It's a cinematic reunion for one of the most frustrated, and frustrating, screen couples in film history.
After smouldering in a firepit of pain and denial as a married couple incapable of true, loving communion in Ang Lee's Brokeback Mountain, Jake Gyllenhaal and Anne Hathaway offer passionate glances once more, but this time, they're actually looking to seduce each other.
For fans of good-looking people getting jiggy with it on the big screen, that's the good news. The bad news is there are still lots and lots of obstacles standing in the way of passionate abandonment in Love & Other Drugs.
Technically, this makes Edward Zwick's adaptation of Jamie Reidy's Hard Sell a drama, but it's not the darker edges of this romance that give the movie some welcome dimension.
Comedy is the central reason to snuggle up to this youthful, lust-laden saga that balances on a very thin edge of personal sacrifice.
Opening with an uptempo montage that shows our central hero Jamie Randall (Gyllenhaal) working in an electronics store selling TVs, phones and quickie encounters with young hotties, we immediately recognize the young Lothario as the cocky guy who gets everything, and everyone, he wants.
Jamie is a nice guy with all the cosmetic gear a man needs, but it's not his sky-blue eyes that make him so attractive. It's the way he moves around his life without baggage that makes him so compelling.
Jamie is one of the lucky few who feels no deep stress or universal angst. He's spiritually weightless, and it's his fairy-like airiness that makes him so seductive -- especially to Maggie Murdock (Anne Hathaway), a woman who is all too familiar with the ambient burden of living.
Maggie is an attractive 20-something who works as a collage artist and community organizer. She's very hip, lives in a loft and has a potty mouth that ensures we see her as tough and self-contained.
Jamie and Maggie hit it off immediately, thanks to a big-old boob shot that will make (straight) male moviegoers thankful. They have great sex, and then sink into the consequences of what just happened.
By this point, Jamie has switched careers. From selling stereos, he now sells drugs for Pfizer. Maggie, meanwhile, learns to deal with a debilitating degenerative disorder: She has Parkinson's Disease.
Before you start hearing the strains of Love Story streak through your imagination, remember the comic edge. This movie could have easily drowned in a tub of gooey, romantic sap but, thanks to the addition of side characters that include a dot-com millionaire little brother (Josh Gad) and a morally absent doctor (Hank Azaria), Zwick's little saga keeps bubbling back up to the surface.
There are moments when you can feel the tide pull in for the high-watermark confrontations, and everything gets very messy. Zwick doesn't have the finesse to pull off both sides of the equation -- though he does come very close to finding some romantic fission.
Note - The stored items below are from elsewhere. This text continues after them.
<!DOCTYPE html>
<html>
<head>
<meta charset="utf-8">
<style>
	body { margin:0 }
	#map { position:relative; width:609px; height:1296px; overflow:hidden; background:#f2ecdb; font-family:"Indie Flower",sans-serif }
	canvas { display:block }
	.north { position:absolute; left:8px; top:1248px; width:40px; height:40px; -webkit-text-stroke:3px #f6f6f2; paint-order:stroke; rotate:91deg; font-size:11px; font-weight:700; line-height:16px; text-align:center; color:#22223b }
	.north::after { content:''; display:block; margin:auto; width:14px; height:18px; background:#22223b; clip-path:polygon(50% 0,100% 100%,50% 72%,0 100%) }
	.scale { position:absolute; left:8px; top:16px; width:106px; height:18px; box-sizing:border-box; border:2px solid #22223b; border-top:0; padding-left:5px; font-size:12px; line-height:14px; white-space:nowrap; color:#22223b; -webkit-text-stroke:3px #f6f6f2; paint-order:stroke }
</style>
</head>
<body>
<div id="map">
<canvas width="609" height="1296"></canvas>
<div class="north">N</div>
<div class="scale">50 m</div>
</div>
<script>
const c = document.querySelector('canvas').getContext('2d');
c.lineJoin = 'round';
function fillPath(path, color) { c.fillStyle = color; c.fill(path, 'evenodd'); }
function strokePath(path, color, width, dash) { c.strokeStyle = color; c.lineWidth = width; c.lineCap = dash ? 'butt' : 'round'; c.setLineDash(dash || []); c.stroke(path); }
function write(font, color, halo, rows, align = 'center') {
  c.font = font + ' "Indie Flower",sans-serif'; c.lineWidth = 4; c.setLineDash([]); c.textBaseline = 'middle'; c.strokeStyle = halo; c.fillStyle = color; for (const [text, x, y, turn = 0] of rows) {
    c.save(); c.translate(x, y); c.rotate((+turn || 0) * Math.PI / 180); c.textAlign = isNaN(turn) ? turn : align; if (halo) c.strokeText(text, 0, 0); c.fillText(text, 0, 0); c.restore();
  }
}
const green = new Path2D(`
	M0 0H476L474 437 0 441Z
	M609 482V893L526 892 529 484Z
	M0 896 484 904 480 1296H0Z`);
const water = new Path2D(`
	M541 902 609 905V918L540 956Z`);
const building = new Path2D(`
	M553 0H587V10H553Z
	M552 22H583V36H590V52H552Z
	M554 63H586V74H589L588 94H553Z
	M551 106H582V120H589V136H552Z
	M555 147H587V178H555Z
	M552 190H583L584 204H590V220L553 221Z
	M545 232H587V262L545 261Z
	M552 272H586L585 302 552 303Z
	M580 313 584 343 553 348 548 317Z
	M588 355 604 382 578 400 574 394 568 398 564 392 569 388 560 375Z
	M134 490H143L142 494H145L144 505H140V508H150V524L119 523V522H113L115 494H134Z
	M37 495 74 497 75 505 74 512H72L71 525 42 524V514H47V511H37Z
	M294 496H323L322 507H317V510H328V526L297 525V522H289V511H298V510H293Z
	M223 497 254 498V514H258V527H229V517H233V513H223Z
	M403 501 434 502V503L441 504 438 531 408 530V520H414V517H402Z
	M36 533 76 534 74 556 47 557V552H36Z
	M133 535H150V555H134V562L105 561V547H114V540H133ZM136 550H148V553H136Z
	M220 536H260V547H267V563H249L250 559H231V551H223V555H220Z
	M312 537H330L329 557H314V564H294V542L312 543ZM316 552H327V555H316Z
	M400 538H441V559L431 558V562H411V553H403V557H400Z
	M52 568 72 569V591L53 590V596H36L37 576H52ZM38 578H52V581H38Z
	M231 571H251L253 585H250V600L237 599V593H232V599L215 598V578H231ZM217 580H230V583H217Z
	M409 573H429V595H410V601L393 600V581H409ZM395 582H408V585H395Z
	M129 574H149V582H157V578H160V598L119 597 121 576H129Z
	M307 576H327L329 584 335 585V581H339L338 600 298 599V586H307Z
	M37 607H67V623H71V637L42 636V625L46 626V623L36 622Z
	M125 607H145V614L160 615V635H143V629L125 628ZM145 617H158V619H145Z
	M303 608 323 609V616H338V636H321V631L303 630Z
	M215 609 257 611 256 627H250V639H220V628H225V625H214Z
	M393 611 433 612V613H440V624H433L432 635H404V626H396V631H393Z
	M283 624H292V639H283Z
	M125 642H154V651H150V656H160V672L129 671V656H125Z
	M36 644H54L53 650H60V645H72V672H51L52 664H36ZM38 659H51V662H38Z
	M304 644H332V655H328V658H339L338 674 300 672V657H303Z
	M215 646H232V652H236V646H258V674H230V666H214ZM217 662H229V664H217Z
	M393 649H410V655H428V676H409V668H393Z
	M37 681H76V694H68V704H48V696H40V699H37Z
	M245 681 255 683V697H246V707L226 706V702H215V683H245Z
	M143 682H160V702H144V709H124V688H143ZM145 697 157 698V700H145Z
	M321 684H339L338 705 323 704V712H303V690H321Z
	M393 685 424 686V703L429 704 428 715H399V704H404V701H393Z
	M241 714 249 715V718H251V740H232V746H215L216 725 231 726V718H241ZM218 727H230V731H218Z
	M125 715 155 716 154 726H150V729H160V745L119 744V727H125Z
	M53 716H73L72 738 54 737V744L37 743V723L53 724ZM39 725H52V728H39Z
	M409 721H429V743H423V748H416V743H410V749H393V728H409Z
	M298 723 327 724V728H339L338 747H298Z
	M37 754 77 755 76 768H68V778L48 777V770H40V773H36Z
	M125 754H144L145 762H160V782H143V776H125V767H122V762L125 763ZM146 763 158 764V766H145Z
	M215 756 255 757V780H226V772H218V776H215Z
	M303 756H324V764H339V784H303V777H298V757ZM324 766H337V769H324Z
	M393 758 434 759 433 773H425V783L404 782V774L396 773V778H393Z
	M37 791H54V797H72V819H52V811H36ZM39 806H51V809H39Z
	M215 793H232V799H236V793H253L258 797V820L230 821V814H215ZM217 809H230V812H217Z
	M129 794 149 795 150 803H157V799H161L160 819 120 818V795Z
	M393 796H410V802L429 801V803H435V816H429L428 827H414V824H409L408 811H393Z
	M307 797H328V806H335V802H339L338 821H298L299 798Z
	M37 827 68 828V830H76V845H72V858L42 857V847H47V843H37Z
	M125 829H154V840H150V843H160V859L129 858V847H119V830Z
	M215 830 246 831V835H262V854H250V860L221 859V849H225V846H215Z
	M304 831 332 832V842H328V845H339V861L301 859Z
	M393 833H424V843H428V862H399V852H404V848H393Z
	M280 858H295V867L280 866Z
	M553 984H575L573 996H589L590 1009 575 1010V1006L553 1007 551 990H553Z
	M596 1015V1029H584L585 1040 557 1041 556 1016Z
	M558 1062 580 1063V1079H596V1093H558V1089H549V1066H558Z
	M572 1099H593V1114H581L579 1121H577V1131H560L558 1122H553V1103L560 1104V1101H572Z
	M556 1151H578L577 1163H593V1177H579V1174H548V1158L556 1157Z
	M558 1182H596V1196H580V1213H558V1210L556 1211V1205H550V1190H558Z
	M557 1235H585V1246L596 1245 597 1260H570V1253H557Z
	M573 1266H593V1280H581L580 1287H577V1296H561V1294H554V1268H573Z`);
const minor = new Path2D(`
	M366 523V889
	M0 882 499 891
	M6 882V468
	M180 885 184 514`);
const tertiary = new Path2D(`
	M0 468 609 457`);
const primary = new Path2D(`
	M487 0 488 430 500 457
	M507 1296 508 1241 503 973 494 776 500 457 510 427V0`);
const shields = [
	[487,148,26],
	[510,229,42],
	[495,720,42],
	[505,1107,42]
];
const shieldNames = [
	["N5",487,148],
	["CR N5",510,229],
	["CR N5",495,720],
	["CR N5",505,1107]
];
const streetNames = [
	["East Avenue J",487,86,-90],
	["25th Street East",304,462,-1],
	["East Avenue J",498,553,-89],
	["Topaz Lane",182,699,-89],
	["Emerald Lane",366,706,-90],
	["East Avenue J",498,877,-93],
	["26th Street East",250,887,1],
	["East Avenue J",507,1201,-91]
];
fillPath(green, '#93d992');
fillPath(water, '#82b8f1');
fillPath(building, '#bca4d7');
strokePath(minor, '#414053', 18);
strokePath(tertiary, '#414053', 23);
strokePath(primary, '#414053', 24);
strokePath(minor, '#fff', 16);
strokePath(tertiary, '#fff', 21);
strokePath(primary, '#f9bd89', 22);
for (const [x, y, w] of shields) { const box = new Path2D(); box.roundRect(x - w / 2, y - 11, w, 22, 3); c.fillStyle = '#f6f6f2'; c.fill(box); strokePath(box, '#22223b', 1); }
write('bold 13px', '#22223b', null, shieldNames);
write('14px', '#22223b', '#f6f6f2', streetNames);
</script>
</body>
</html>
Love & Other Drugs really did have ambitions of being a quiet epic, and attempts to adopt the same textured tone as Jason Reitman's Up in the Air. At one point, when we walk into a Pfizer convention, we can almost feel George Clooney and Vera Farmiga boogieing up behind us with stolen badges.
Zwick tries to match that sense of the surreal by hitching his wagon to the launch of Viagra, but he misses the magic, because he's preoccupied with the balance of empathy, which inevitably forces him to weaken Maggie to make her more sympathetic.
It all starts to feel a little manipulative. Moreover, there's something about the way Hathaway alternately harrumphs and disrobes that starts to make her look a little creepy and unbalanced, even though she's desperate to be strong and grounded.
The movie is saved by good writing and Gyllenhaal's ample magnetism -- as well as an erector-set full of Viagra jokes -- but Love & Other Drugs clearly wanted to be more. It wanted to move us with the immutable beauty of true love. It gets halfway there, but the bulk of this experience is dependent on the pop-culture appeal of a little blue pill.